Would you copy each line of the records that includes the word "family"?

[Supplied information — start]

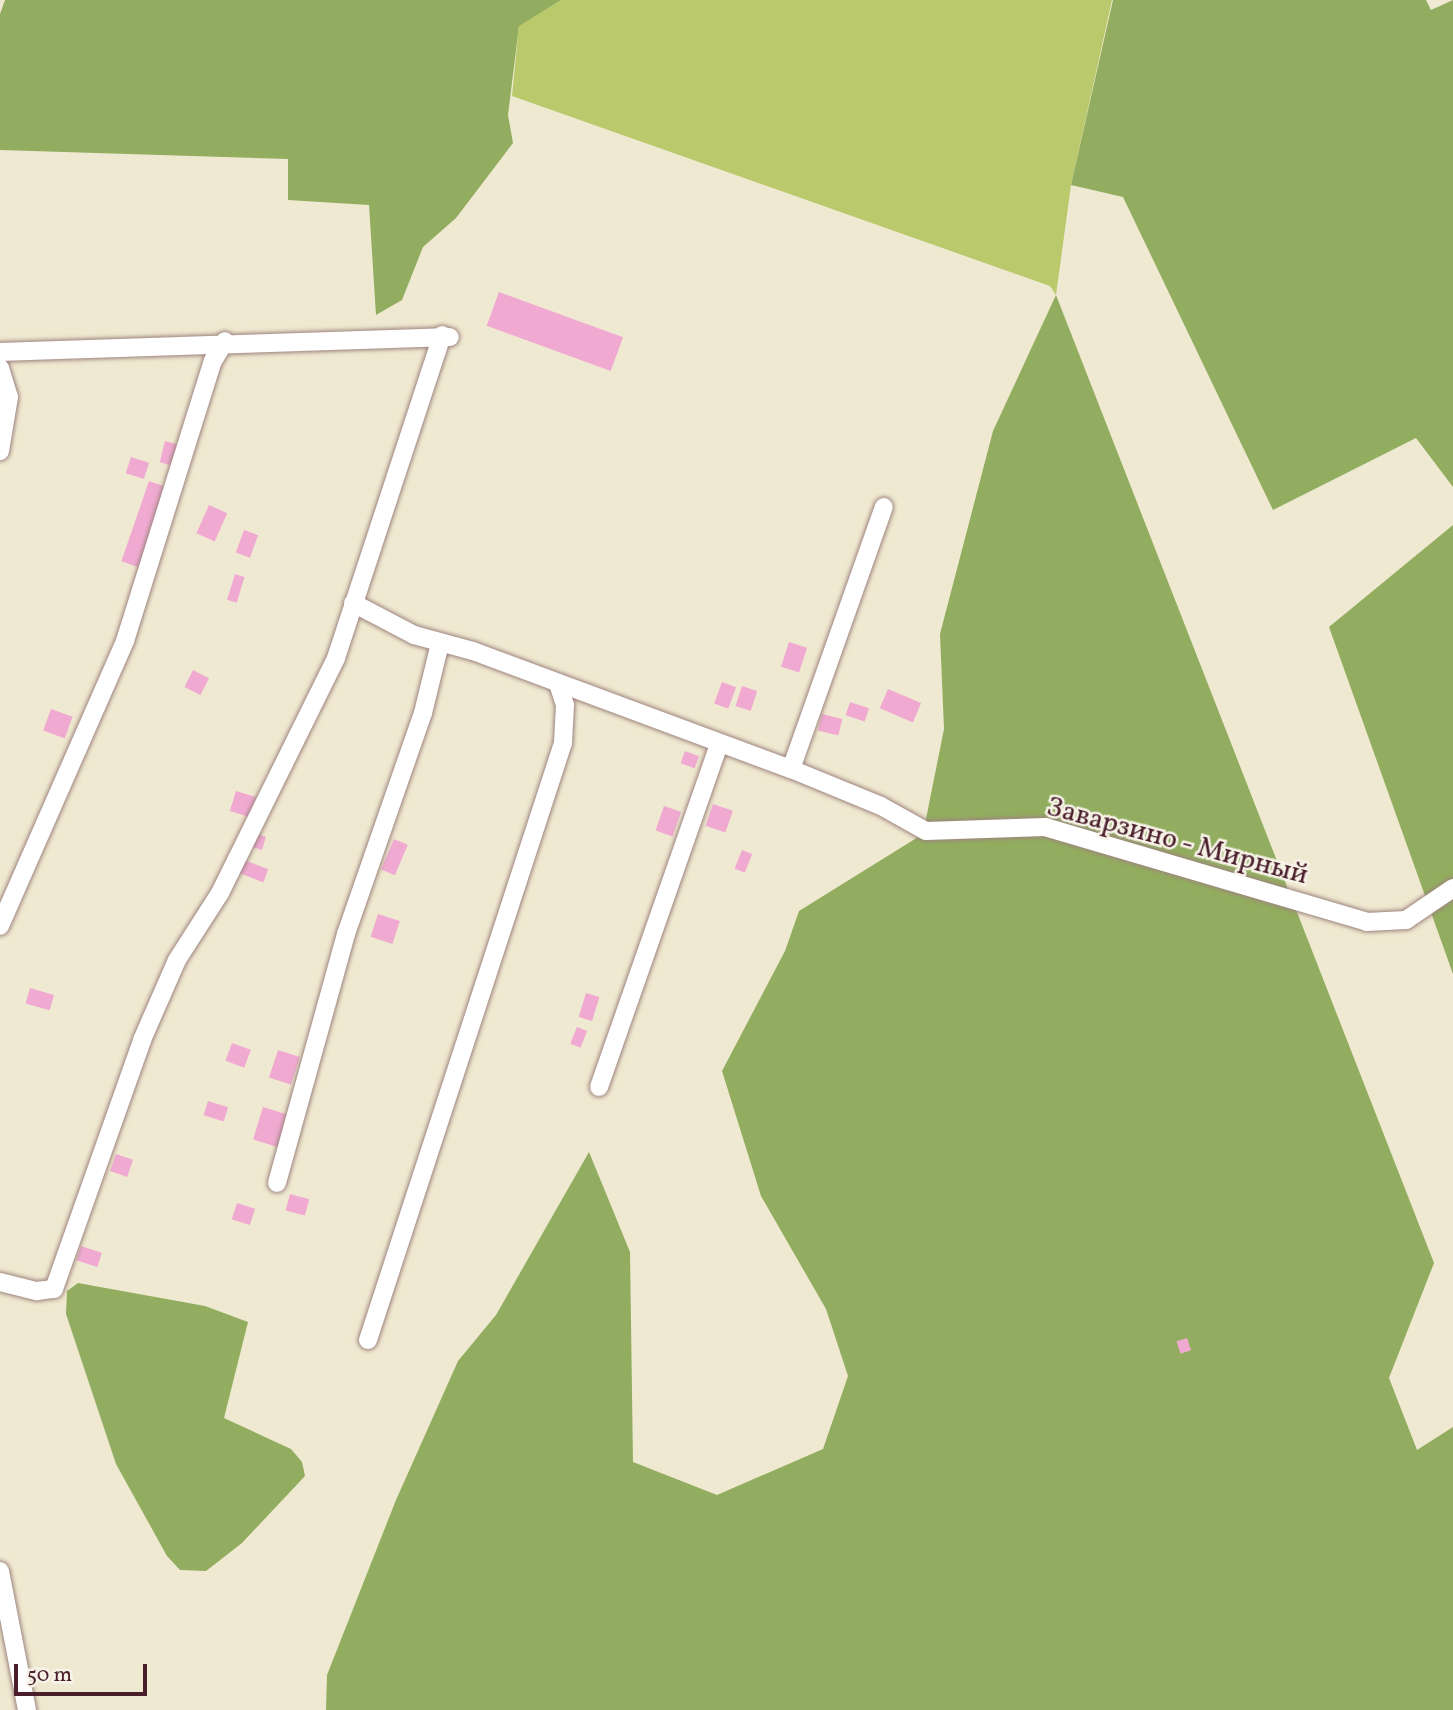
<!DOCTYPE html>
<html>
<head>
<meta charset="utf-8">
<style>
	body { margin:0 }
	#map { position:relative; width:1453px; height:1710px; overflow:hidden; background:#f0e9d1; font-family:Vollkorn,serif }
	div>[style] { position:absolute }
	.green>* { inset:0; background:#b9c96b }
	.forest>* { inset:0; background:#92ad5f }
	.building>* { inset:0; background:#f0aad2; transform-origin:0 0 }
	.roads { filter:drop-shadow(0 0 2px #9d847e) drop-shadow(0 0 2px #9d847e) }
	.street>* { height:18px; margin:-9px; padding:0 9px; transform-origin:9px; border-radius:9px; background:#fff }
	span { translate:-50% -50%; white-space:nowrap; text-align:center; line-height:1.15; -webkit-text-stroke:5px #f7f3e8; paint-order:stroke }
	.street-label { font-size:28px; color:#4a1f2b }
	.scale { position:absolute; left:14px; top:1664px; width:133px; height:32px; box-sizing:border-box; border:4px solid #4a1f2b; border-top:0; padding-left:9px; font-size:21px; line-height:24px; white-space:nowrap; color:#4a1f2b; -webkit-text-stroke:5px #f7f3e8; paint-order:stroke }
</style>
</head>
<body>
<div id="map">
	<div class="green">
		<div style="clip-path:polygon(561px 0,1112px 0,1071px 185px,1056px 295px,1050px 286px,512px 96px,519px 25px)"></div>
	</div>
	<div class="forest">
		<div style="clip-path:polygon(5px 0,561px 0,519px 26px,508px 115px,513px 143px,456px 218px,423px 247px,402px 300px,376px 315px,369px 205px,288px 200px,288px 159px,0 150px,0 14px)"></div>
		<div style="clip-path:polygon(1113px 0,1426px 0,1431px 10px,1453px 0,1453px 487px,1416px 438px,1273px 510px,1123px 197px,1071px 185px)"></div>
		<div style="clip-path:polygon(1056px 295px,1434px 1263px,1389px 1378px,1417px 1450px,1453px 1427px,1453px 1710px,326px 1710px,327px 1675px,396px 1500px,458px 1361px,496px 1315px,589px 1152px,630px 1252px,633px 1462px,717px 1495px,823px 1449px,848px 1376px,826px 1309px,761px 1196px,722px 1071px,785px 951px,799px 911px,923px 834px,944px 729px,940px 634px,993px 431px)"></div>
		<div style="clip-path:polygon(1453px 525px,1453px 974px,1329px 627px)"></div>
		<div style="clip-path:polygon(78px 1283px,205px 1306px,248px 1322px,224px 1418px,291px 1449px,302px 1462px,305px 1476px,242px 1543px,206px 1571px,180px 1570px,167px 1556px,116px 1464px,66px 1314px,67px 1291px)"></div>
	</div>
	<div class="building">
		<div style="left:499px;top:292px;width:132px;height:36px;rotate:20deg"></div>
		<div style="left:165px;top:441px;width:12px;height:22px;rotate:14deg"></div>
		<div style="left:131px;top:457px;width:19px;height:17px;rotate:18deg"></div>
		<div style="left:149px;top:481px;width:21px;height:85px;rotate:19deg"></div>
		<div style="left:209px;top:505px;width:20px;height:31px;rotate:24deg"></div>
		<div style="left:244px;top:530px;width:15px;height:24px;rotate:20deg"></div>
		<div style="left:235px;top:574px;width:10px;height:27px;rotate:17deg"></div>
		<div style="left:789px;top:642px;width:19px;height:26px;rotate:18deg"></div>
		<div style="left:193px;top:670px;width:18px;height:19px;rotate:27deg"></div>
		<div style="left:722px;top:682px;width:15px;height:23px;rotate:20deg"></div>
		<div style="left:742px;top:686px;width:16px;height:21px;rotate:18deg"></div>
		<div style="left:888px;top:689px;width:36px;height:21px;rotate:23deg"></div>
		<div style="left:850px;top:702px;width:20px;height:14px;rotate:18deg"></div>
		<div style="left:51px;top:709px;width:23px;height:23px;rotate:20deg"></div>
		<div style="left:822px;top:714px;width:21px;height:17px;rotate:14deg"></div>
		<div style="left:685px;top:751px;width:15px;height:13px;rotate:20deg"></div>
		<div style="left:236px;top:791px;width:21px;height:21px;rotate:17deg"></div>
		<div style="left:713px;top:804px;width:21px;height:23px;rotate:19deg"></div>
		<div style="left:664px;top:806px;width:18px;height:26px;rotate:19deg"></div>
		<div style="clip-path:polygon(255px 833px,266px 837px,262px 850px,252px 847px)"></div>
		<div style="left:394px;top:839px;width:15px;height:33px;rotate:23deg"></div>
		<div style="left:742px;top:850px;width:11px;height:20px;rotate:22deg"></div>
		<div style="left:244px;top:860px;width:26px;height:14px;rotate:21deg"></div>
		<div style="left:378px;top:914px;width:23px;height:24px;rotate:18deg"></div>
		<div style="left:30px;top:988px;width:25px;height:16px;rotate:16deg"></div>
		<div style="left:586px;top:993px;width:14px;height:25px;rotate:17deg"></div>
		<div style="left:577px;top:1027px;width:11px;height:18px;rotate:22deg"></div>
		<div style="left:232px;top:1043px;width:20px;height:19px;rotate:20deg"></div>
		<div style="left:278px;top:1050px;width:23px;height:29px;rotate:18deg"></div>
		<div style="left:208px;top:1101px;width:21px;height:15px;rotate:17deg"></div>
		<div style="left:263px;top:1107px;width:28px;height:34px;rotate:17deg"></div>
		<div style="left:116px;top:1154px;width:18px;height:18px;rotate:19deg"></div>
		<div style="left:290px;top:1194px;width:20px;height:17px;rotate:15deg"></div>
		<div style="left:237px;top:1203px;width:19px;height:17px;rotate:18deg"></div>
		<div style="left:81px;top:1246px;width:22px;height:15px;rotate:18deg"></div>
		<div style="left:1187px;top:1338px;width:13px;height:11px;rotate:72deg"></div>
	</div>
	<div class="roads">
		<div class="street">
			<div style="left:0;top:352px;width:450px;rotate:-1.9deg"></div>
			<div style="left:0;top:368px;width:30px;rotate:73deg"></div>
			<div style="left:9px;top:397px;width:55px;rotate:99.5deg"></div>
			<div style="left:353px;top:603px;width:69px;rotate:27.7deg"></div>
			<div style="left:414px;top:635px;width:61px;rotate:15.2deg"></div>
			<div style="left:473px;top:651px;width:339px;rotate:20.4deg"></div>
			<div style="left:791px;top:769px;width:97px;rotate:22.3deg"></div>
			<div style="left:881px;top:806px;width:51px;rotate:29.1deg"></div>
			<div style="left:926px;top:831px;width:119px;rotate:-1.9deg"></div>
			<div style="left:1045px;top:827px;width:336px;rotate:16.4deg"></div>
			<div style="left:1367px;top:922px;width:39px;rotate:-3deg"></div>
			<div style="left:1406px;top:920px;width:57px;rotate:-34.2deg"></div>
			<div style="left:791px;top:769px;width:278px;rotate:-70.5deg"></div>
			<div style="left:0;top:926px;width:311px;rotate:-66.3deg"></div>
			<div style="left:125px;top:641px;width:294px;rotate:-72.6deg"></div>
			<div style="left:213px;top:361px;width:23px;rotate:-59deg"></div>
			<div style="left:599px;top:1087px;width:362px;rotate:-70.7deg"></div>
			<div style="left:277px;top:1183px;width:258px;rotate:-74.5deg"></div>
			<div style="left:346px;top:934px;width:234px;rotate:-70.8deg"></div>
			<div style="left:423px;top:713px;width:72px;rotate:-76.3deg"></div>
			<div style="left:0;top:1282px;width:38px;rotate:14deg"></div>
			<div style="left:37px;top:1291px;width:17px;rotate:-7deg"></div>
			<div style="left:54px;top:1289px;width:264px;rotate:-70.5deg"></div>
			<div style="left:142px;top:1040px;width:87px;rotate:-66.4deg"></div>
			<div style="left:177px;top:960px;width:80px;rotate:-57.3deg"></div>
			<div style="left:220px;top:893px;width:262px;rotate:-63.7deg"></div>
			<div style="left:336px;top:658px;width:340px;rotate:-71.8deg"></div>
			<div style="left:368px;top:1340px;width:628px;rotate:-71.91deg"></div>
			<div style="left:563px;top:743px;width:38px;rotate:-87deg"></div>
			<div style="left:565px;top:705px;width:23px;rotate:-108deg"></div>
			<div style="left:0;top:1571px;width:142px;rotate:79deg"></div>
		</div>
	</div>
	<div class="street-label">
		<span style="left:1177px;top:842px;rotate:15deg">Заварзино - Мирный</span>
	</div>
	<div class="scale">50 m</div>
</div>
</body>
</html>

[Supplied information — finish]
[Supplied information — start]

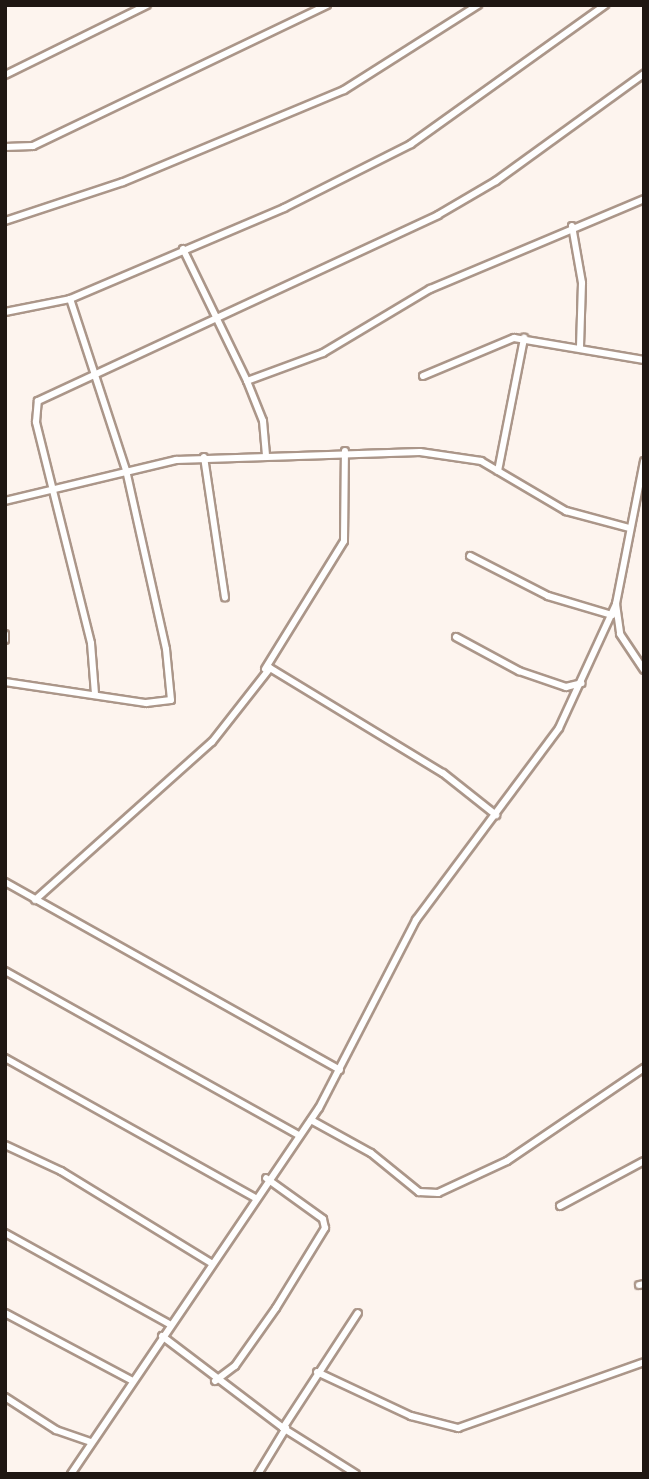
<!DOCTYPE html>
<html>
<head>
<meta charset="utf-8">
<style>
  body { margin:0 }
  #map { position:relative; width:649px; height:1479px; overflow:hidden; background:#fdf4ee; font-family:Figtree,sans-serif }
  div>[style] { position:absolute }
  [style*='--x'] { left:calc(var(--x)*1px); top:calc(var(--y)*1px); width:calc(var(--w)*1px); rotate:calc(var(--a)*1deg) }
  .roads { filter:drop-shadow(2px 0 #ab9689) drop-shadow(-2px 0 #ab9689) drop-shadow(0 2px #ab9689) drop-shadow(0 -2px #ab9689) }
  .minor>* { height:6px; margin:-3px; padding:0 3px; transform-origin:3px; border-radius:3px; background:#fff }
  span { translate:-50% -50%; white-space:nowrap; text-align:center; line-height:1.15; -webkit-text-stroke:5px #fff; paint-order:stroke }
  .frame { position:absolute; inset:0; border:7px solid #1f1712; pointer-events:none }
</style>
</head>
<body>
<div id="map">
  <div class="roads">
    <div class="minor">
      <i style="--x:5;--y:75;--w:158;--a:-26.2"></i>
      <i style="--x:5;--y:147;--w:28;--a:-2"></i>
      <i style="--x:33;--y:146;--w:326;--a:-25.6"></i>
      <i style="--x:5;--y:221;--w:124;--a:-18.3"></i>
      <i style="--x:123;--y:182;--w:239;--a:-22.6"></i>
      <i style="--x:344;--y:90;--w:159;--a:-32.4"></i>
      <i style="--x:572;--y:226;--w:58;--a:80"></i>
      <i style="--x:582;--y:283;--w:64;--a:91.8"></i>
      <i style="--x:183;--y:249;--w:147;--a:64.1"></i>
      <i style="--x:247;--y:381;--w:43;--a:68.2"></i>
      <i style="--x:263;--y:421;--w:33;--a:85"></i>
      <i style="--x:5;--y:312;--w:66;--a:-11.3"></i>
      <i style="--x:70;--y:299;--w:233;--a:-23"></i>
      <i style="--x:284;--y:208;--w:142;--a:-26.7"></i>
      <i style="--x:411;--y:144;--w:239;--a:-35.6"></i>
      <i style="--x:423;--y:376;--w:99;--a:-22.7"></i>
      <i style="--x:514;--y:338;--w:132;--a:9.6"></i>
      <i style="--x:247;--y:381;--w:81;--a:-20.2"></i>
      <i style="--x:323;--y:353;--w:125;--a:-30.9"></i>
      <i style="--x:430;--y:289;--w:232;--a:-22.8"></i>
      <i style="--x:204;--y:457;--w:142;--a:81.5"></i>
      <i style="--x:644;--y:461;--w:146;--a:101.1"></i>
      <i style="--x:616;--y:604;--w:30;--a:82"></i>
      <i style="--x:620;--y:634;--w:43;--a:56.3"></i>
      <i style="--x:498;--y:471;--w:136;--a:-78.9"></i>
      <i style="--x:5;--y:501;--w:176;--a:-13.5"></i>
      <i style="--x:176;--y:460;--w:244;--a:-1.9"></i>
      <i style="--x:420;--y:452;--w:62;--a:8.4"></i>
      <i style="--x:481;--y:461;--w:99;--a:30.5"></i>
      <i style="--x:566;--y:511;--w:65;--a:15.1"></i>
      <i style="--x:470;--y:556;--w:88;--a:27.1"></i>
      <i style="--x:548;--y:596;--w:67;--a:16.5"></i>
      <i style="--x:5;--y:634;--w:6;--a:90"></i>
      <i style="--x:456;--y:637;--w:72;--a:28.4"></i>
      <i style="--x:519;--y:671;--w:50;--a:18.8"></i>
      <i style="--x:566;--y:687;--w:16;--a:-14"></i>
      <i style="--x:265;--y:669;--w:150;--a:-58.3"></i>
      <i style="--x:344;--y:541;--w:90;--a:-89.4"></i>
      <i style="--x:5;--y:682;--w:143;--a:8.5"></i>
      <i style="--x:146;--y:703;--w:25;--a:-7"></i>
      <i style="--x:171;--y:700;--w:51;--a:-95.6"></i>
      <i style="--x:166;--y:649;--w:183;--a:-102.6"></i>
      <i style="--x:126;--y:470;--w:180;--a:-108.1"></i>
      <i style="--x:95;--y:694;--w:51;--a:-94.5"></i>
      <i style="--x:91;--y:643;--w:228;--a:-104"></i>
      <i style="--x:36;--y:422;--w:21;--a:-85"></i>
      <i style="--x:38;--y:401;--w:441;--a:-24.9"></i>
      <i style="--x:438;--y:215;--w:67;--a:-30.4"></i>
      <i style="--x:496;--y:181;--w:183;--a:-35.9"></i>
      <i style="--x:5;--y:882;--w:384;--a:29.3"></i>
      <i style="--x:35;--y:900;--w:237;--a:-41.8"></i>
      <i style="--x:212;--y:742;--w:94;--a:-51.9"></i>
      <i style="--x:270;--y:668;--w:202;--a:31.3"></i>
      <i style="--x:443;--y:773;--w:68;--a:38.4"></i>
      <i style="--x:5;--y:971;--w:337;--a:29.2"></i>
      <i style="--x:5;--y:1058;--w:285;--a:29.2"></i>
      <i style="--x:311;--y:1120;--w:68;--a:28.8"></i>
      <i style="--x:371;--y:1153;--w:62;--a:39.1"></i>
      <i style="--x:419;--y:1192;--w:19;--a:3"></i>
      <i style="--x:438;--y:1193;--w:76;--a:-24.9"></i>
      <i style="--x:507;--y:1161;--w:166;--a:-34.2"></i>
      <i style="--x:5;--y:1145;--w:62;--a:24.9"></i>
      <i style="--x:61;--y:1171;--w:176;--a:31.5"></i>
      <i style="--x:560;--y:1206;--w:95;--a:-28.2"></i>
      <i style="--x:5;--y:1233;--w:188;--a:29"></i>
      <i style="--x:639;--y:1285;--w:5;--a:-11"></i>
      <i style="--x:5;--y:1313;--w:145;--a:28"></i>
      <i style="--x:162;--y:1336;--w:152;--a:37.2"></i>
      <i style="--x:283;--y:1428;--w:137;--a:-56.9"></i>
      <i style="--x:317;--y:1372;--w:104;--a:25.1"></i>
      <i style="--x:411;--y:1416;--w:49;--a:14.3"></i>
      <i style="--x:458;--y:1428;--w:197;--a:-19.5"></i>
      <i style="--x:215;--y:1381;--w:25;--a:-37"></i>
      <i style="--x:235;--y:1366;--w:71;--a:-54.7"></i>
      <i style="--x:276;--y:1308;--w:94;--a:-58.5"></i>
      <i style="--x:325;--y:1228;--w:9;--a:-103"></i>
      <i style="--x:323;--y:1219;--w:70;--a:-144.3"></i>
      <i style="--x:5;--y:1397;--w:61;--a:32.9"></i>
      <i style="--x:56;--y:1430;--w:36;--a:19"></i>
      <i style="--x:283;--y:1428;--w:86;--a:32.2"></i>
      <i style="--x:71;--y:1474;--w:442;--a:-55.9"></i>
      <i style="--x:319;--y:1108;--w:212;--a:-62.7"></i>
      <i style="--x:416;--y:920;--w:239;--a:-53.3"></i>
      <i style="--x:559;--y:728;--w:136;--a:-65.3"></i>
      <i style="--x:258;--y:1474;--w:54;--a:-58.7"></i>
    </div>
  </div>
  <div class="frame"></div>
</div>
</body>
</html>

[Supplied information — finish]

## Final answer
	#map { position:relative; width:1453px; height:1710px; overflow:hidden; background:#f0e9d1; font-family:Vollkorn,serif }
  #map { position:relative; width:649px; height:1479px; overflow:hidden; background:#fdf4ee; font-family:Figtree,sans-serif }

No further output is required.